Mit Politik aber will Olaf B. trotz Hitlerportrait nichts am Hut haben. Daran ändert auch der Jutesack mit dem Hakenkreuz nichts, den Polizeibeamte in seiner Wohnung aufgehängt fanden. Das sei nur ein Fundstück gewesen. Aus einer anderen Wohnung, die er entrümpeln musste; "zu schade zum wegwerfen". Zumal Sack samt aufgedrucktem Hakenkreuz in einer Plastikfolie eingewickelt gewesen seien. Und damit "sicher nicht aus der Zeit stammten". Und überhaupt: Mit einer politischen Einstellung habe das "nichts, aber auch gar nichts zu tun".

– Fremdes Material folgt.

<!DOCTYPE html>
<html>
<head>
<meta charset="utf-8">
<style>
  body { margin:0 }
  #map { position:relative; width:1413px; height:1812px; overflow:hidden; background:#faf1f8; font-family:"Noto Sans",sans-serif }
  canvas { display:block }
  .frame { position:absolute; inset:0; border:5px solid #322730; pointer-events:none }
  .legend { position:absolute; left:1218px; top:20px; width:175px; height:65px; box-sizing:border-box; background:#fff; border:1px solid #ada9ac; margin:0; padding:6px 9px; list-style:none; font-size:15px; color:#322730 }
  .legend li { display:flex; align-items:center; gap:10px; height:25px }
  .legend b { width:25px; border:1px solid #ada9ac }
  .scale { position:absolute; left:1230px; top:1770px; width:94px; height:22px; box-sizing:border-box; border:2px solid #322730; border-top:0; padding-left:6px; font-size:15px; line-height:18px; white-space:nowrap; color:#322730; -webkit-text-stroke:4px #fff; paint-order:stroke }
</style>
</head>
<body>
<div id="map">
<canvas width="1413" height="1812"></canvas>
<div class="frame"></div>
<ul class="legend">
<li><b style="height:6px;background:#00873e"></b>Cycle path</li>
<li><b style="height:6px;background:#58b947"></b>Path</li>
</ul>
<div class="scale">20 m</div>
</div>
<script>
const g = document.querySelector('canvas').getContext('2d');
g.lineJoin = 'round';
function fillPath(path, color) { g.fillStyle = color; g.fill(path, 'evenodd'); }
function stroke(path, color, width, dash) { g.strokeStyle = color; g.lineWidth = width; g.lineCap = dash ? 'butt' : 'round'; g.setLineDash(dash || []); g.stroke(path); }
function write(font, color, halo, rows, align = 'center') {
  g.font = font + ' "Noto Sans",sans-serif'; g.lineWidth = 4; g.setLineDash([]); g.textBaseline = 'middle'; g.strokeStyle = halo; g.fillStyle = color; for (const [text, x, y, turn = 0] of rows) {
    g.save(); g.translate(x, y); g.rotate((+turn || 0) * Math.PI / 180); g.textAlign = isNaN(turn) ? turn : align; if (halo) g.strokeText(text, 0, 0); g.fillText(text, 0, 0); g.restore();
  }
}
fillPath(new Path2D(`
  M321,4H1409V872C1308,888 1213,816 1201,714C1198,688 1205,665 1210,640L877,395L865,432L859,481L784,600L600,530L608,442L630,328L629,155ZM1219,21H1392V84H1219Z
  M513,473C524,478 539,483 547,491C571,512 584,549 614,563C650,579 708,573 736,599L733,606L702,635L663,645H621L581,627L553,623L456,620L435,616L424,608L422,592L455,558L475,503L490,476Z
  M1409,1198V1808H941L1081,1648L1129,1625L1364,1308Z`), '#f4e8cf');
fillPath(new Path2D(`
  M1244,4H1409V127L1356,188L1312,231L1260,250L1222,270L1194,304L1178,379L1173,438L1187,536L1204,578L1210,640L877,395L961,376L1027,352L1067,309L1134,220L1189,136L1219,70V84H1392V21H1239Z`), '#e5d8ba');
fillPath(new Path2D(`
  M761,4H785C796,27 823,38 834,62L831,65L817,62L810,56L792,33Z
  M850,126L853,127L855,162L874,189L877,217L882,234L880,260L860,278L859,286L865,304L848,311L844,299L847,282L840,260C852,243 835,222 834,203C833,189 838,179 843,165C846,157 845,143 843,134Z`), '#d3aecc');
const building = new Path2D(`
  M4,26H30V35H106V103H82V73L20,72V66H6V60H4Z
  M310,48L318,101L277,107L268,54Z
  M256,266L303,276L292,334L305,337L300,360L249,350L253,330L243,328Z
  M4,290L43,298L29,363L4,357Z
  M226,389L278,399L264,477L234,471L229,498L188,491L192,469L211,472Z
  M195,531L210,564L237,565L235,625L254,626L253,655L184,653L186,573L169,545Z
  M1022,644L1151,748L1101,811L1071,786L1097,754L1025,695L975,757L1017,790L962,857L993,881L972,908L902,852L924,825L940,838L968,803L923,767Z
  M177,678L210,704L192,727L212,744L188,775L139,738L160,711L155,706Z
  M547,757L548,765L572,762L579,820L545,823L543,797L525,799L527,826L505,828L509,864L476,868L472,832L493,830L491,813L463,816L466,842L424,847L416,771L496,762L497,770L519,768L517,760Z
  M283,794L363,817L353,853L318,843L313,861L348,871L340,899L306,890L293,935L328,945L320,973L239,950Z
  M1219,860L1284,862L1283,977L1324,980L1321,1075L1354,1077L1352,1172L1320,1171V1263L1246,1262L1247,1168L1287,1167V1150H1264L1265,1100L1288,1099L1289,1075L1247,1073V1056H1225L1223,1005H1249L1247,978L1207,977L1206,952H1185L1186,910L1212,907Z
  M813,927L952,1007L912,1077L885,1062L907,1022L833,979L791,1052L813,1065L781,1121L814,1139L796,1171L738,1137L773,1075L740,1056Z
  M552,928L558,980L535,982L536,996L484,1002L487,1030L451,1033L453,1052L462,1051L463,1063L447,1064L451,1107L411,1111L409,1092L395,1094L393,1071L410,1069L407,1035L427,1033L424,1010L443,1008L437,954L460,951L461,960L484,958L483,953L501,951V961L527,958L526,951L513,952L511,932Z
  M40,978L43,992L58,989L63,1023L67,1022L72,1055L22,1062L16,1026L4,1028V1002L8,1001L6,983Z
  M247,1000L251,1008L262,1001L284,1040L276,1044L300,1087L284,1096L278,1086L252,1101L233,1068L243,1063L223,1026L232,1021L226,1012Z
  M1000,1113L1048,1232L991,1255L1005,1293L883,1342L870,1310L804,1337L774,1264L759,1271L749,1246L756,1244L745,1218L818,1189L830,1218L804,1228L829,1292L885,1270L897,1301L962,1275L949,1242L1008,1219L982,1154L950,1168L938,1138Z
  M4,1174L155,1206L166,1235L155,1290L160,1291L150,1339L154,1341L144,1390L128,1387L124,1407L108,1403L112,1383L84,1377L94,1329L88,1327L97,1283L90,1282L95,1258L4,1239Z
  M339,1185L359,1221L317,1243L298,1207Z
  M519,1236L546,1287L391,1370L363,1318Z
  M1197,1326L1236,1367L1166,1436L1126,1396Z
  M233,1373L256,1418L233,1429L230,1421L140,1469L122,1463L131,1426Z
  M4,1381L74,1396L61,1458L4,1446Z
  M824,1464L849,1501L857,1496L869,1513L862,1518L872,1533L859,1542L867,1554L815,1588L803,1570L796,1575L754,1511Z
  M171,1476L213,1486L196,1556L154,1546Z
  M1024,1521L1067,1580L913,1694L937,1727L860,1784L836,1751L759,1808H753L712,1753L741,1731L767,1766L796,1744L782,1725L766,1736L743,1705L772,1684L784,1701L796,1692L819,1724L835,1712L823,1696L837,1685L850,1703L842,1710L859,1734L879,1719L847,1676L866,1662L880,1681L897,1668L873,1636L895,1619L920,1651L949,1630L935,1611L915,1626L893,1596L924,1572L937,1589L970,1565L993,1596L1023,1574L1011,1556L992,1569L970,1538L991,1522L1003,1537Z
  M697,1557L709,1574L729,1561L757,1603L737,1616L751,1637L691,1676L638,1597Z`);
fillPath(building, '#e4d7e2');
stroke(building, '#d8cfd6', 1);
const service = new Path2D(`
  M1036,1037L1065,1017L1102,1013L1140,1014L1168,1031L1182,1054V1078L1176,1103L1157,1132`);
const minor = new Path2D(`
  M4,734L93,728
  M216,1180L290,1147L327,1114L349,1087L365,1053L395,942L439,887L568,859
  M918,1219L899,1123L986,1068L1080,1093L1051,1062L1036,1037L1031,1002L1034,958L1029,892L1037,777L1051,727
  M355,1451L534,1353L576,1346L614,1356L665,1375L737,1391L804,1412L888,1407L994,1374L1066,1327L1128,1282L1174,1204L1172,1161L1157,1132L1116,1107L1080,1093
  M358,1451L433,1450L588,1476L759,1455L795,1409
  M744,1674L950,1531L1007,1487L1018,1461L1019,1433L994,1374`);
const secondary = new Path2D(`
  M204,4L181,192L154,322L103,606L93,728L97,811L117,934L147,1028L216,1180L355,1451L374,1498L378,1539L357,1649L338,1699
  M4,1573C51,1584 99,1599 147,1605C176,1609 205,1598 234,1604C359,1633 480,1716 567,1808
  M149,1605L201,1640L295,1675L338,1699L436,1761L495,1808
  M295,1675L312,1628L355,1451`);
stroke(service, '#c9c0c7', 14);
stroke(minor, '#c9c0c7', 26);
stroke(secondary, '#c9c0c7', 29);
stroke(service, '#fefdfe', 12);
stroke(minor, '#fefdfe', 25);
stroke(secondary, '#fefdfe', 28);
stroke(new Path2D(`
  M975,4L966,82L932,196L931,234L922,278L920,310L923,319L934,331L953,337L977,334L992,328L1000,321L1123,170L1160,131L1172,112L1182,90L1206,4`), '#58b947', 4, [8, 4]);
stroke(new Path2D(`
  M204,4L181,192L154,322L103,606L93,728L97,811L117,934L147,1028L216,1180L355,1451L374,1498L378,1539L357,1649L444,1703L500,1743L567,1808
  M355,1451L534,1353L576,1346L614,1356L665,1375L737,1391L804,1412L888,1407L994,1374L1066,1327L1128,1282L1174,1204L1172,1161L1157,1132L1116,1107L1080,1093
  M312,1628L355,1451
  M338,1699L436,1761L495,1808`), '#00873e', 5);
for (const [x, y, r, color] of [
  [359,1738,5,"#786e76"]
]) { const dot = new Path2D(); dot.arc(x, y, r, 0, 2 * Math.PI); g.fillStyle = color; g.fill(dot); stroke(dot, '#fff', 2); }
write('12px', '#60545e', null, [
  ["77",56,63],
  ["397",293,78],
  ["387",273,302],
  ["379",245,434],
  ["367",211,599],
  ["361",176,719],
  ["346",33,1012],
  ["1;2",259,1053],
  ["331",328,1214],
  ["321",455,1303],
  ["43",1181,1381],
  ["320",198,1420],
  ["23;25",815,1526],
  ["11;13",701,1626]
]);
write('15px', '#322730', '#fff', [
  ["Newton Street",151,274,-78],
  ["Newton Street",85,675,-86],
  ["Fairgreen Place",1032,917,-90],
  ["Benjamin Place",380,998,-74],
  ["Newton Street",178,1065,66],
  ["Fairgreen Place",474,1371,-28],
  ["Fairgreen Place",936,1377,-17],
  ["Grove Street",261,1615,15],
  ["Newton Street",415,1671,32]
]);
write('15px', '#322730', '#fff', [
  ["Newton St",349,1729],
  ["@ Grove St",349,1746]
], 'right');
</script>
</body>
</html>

Auch nicht der alte Bundeswehr Kübelwagen, den der bierfeste Zeuge mit "Eisernen Kreuzen" verziert hat. Das sei schließlich das Symbol der Bundesrepublik Deutschland und "auf dem Flieger der Bundeskanzlerin ist das auch hinten drauf". Bei der Bundeswehr aber eben nur auf Panzern und Fliegern - und auch dann in der neuen Version, mit der definitiv keine Wehrmachtspanzer durch Russland, Afrika und Frankreich rollten.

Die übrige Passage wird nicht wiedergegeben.